Please find all lines containing "above" in the listing below and copy them.

===== EXTRACTED RECORDS =====

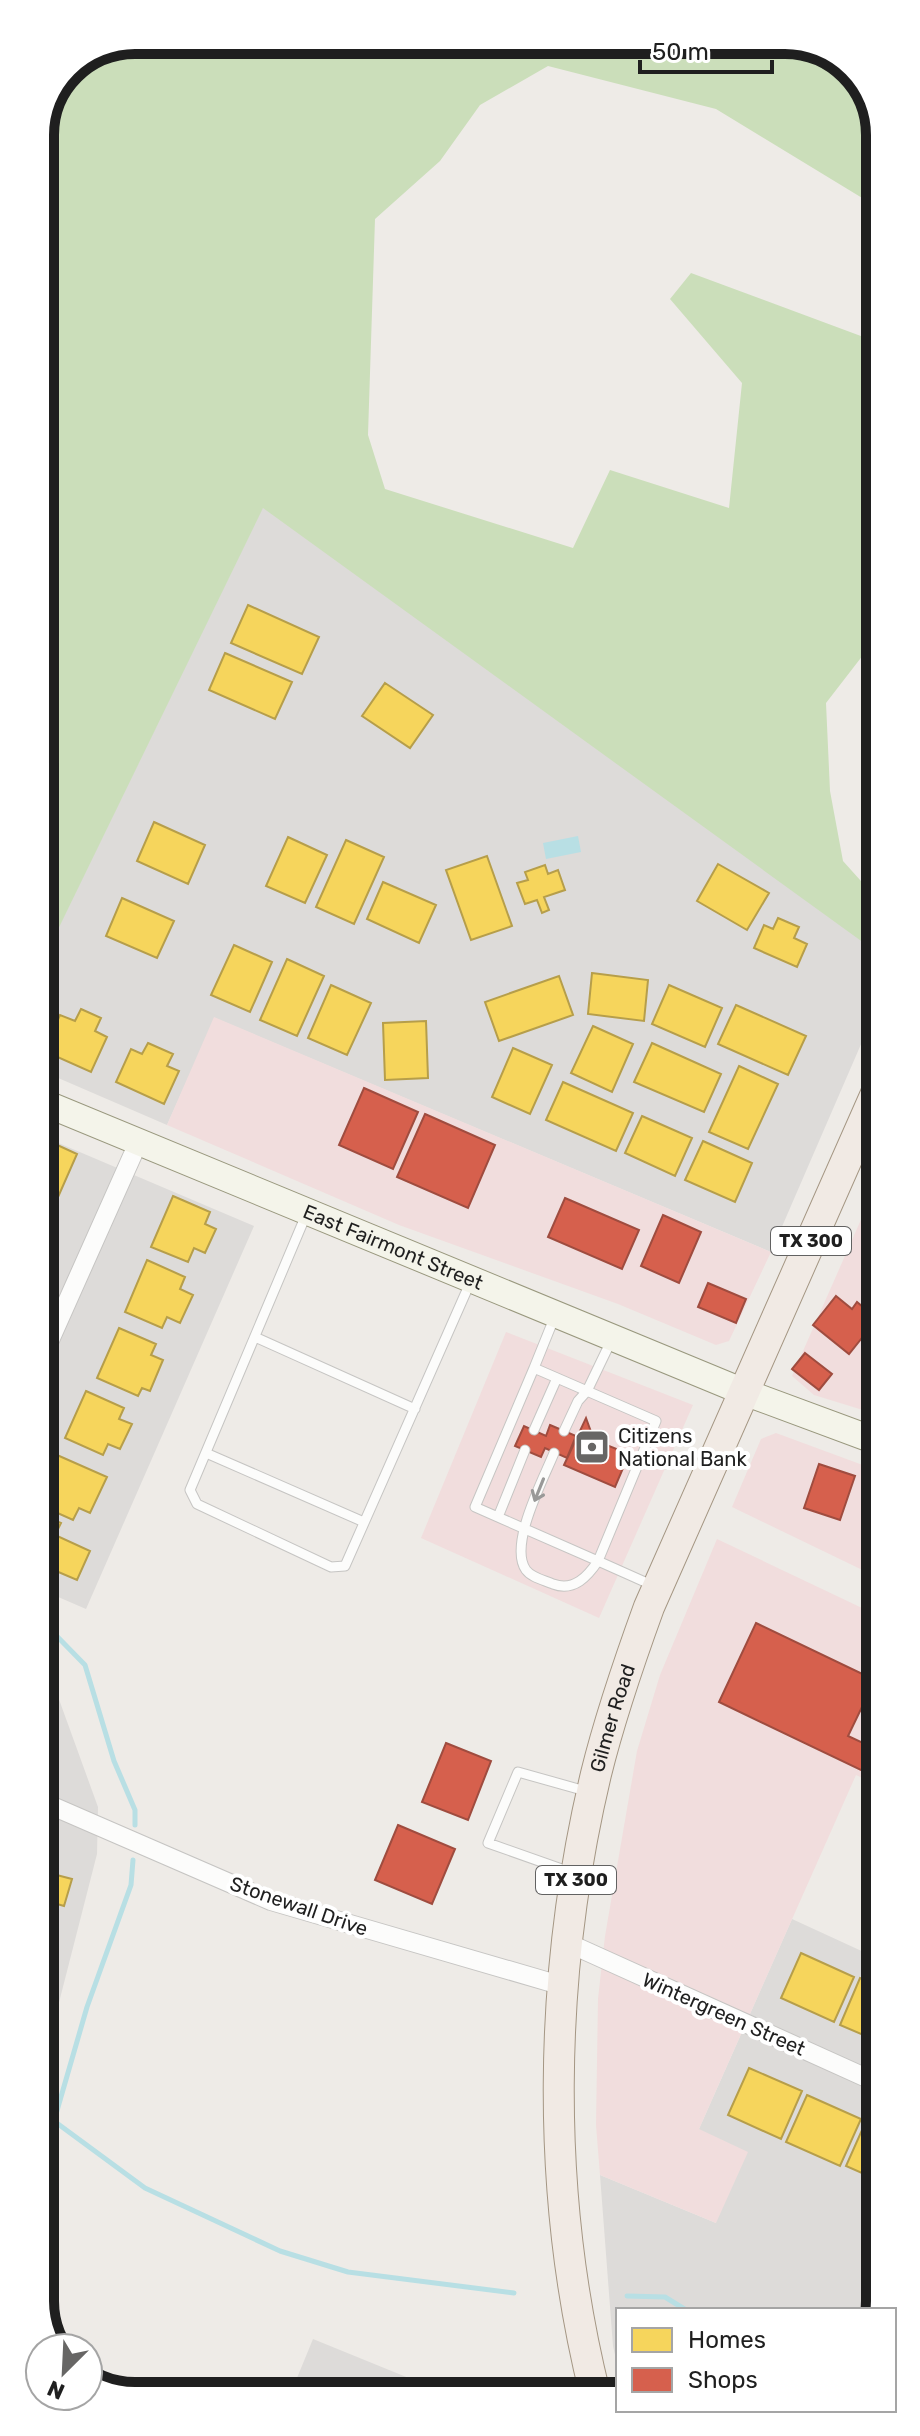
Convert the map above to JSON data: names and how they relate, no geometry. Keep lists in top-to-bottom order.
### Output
{
  "streets": {
    "main road": ["TX 300", "Gilmer Road"],
    "street": ["East Fairmont Street", "Stonewall Drive", "Wintergreen Street"]
  },
  "crossings": [
    ["East Fairmont Street", "Gilmer Road"],
    ["Gilmer Road", "Stonewall Drive"],
    ["Gilmer Road", "Wintergreen Street"]
  ],
  "places": {
    "bank": ["Citizens National Bank"]
  },
  "legend": ["Homes", "Shops"],
  "scale_bar": "50 m",
  "north": "bottom left"
}
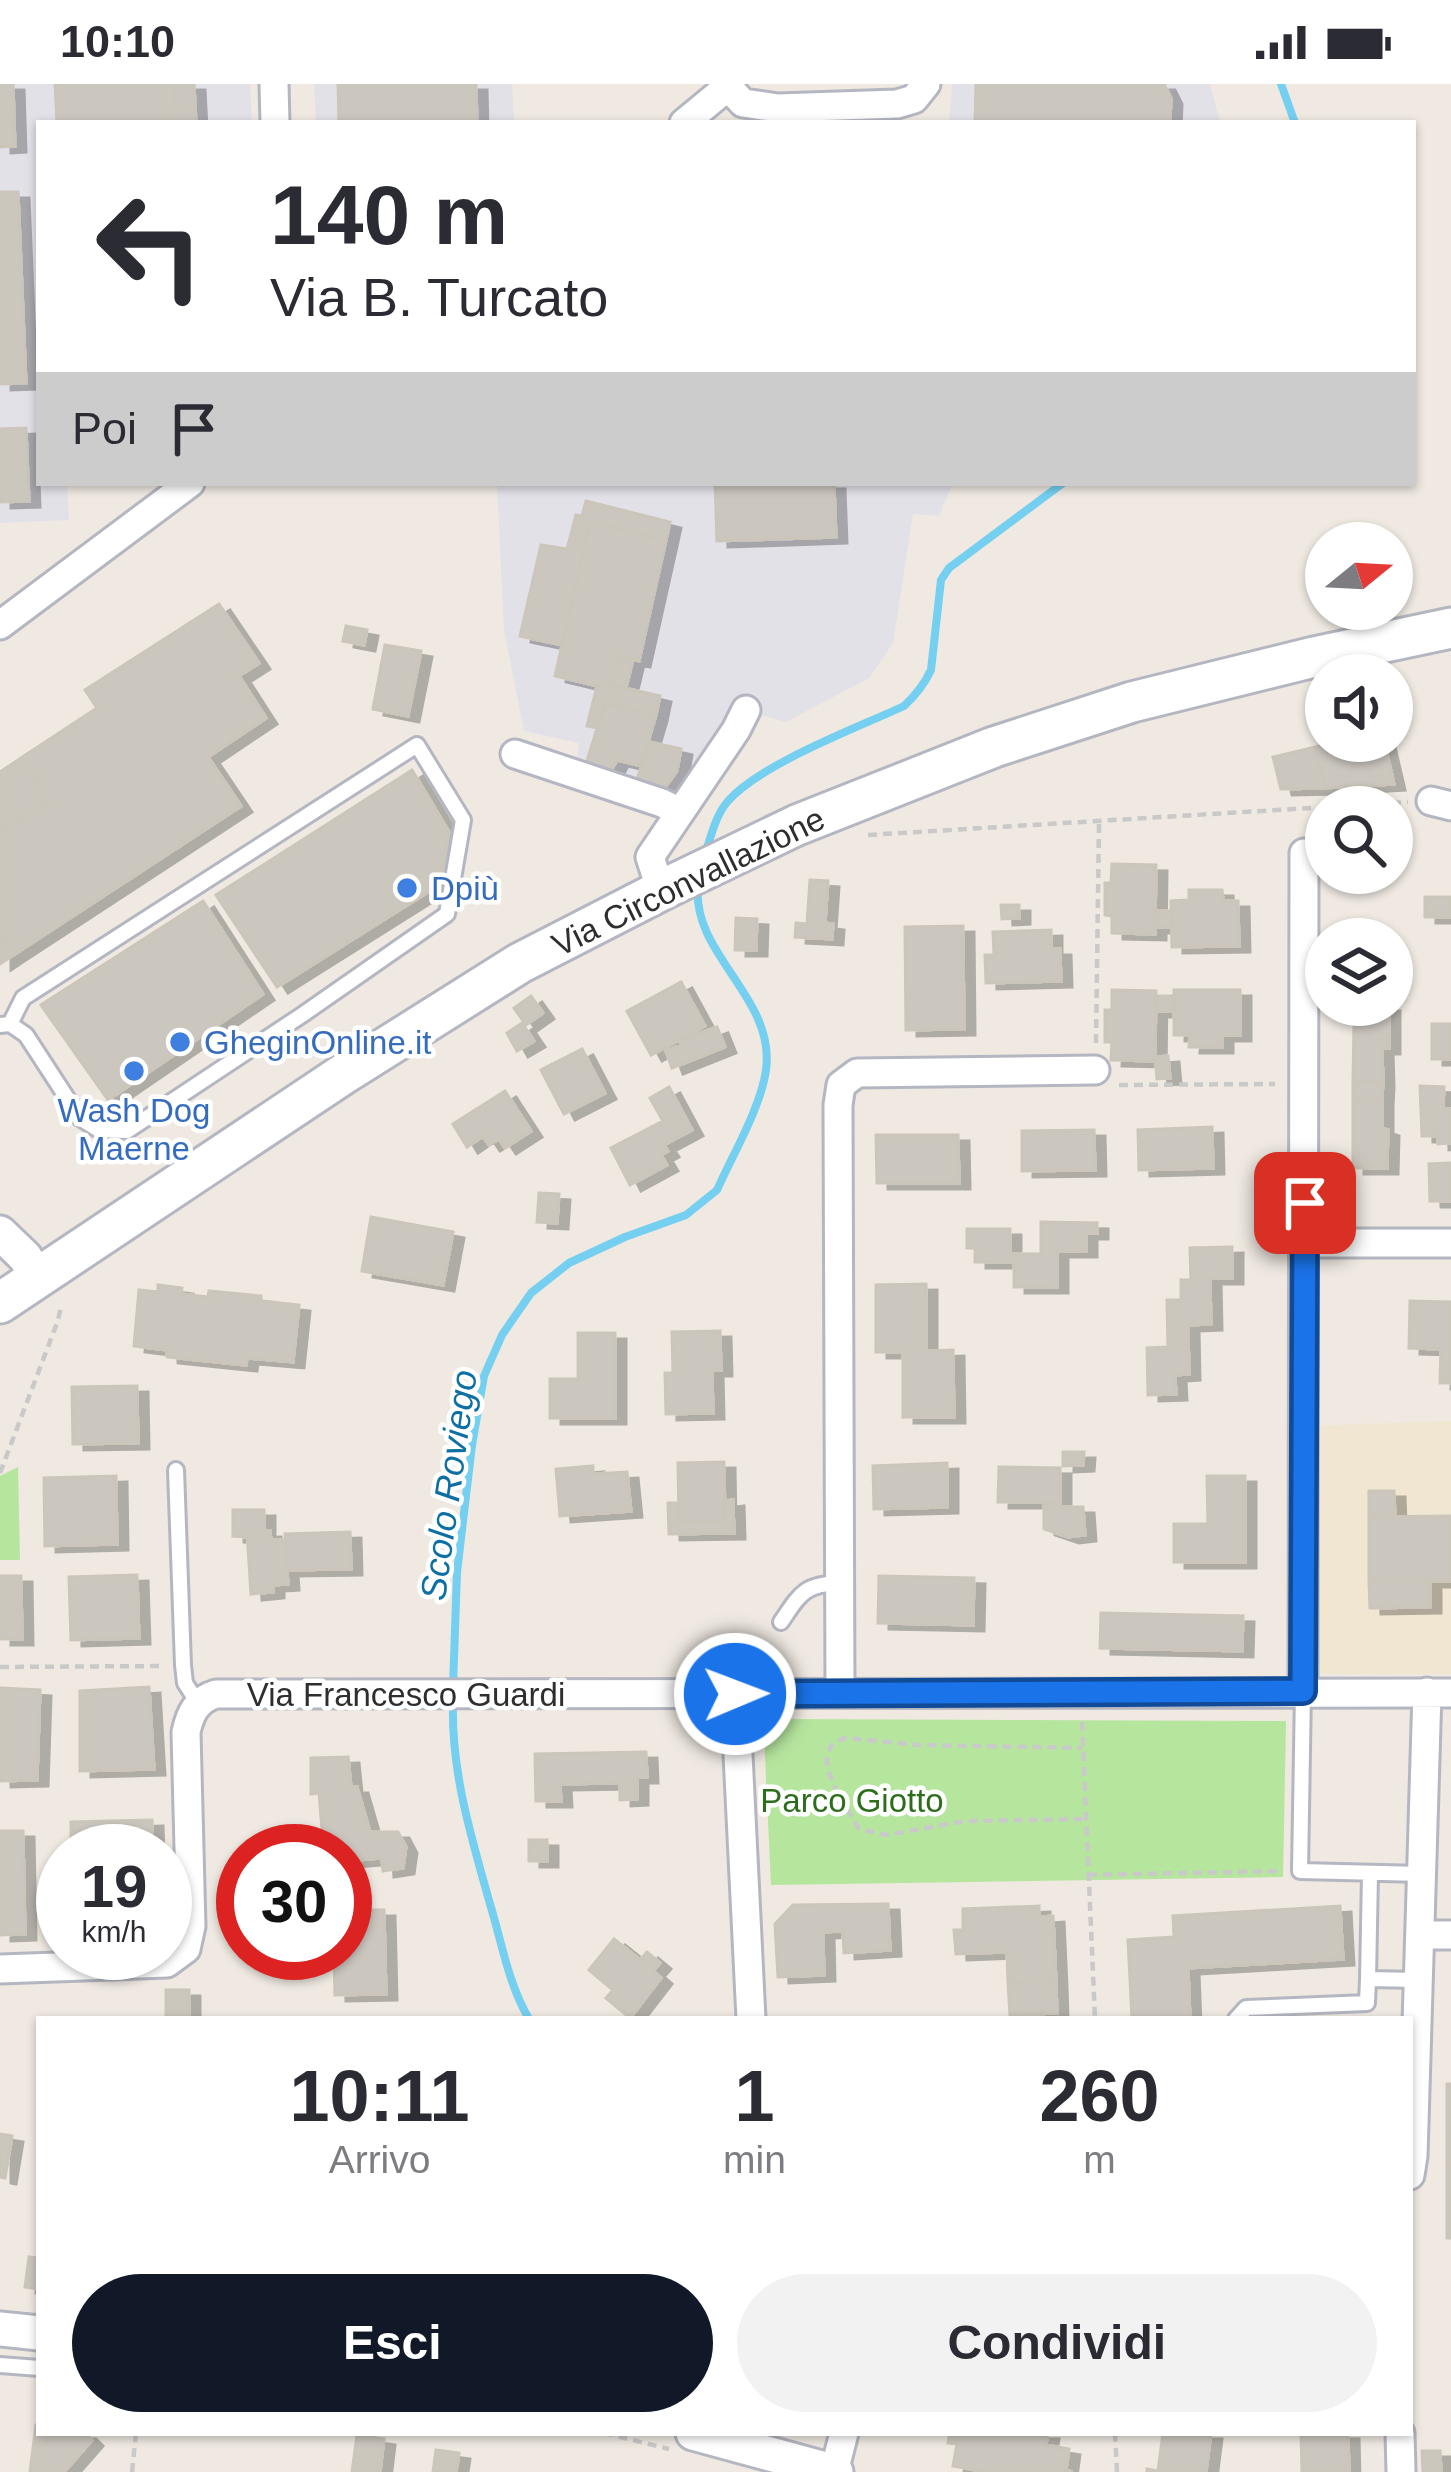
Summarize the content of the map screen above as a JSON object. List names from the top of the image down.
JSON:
{
  "streets": {
    "main road": ["Via Circonvallazione"],
    "street": ["Via Francesco Guardi"]
  },
  "water": ["Scolo Roviego"],
  "parks": ["Parco Giotto"],
  "places": ["Dpiù", "GheginOnline.it", "Wash Dog Maerne"],
  "north": "right",
  "page": {
    "status": "10:10",
    "turn": ["140 m", "Via B. Turcato"],
    "then": "Poi",
    "speed": "19 km/h",
    "limit": "30",
    "eta": [
      "10:11",
      "Arrivo",
      "1",
      "min",
      "260",
      "m"
    ],
    "buttons": ["Esci", "Condividi"]
  }
}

=====

**WRITTEN RESPONSE:**
Convert the map above to JSON data: names and how they relate, no geometry. Keep lists in top-to-bottom order.
Summarize the content of the map screen above as a JSON object. List names from the top of the image down.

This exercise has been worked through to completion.